The surgical treatment of classical bladder exstrophy can be performed with two different methods. The first method consists of multiple surgical procedures spread over several years. In the first surgery, the bladder is closed to allow it to hold the urine. However, this procedure can be done if the bladder is large enough. The bladder is placed in the pelvis and the abdominal wall is closed. Then a series of surgeries are required to reconstruct the urinary tract and genitals. These surgeries are usually performed before the child is 2 years old. The reconstruction of the bladder neck is performed around the age of 5 years. In this way, the child is provided with the opportunity to control the urine.

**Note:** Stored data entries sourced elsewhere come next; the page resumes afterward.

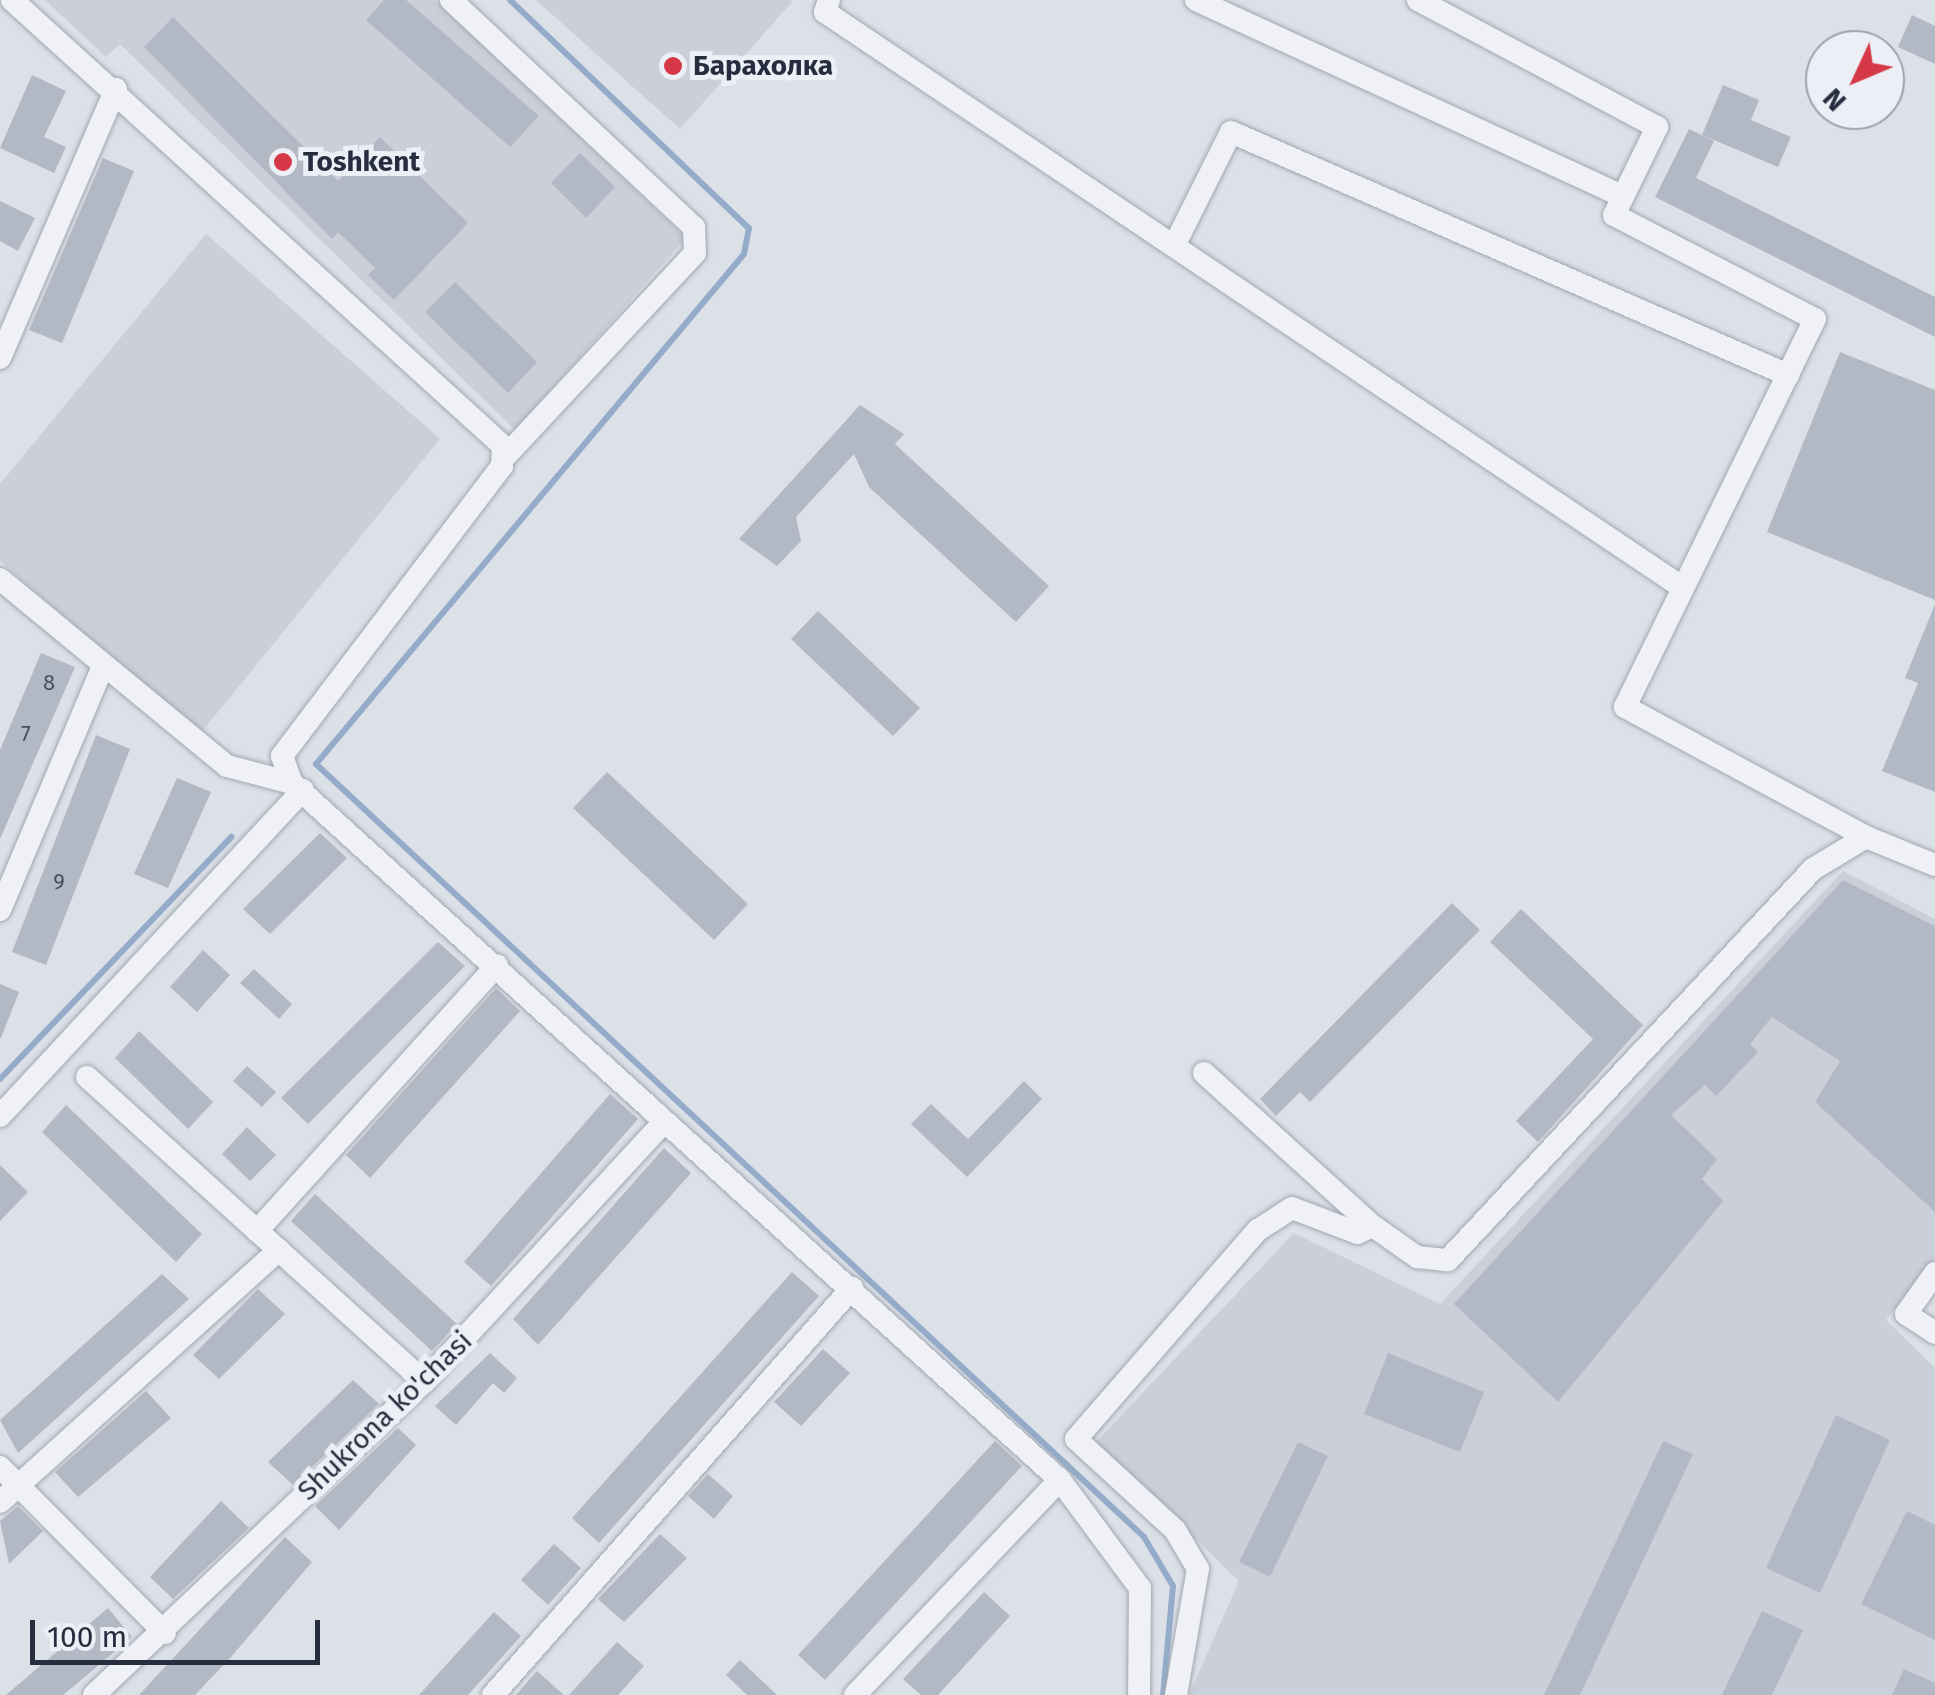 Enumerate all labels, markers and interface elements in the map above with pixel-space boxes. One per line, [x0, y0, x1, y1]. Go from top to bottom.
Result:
north arrow [1805, 30, 1905, 130]
place label: Барахолка [693, 49, 833, 83]
marker: Барахолка [662, 55, 684, 77]
text: N [1816, 82, 1853, 118]
place label: Toshkent [303, 145, 420, 179]
marker: Toshkent [272, 151, 294, 173]
house number: 8 [43, 670, 55, 696]
house number: 7 [21, 721, 31, 747]
house number: 9 [53, 869, 65, 895]
street label: Shukrona ko'chasi [291, 1324, 479, 1508]
scale bar [35, 1600, 325, 1662]
text: 100 m [47, 1619, 127, 1655]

The second method is the restructuring of the bladder, urinary tract and genitals in the early period after the child is born.
all done at once. After these surgeries, kidney functions are usually restored. However, in some cases, kidney stone problems may occur in the long term. Kidney infections and varying degrees of urinary incontinence may also occur. Exstrophy-epispadias syndrome is a complex abnormality. While the treatment is performed with the surgical procedure, a lifelong follow-up process begins.
Patients and their relatives should be informed in detail about all stages of the disease, the treatment procedure and possible complications and success rates after treatment. Before the patient is taken into surgery, it is important that the relatives of the patient are aware of the urinary tract to be reconstructed, the risks and the benefits of the surgery. However, it is also necessary for the relatives of the patients to know and accept that they should take responsibility for the daily care of the patient.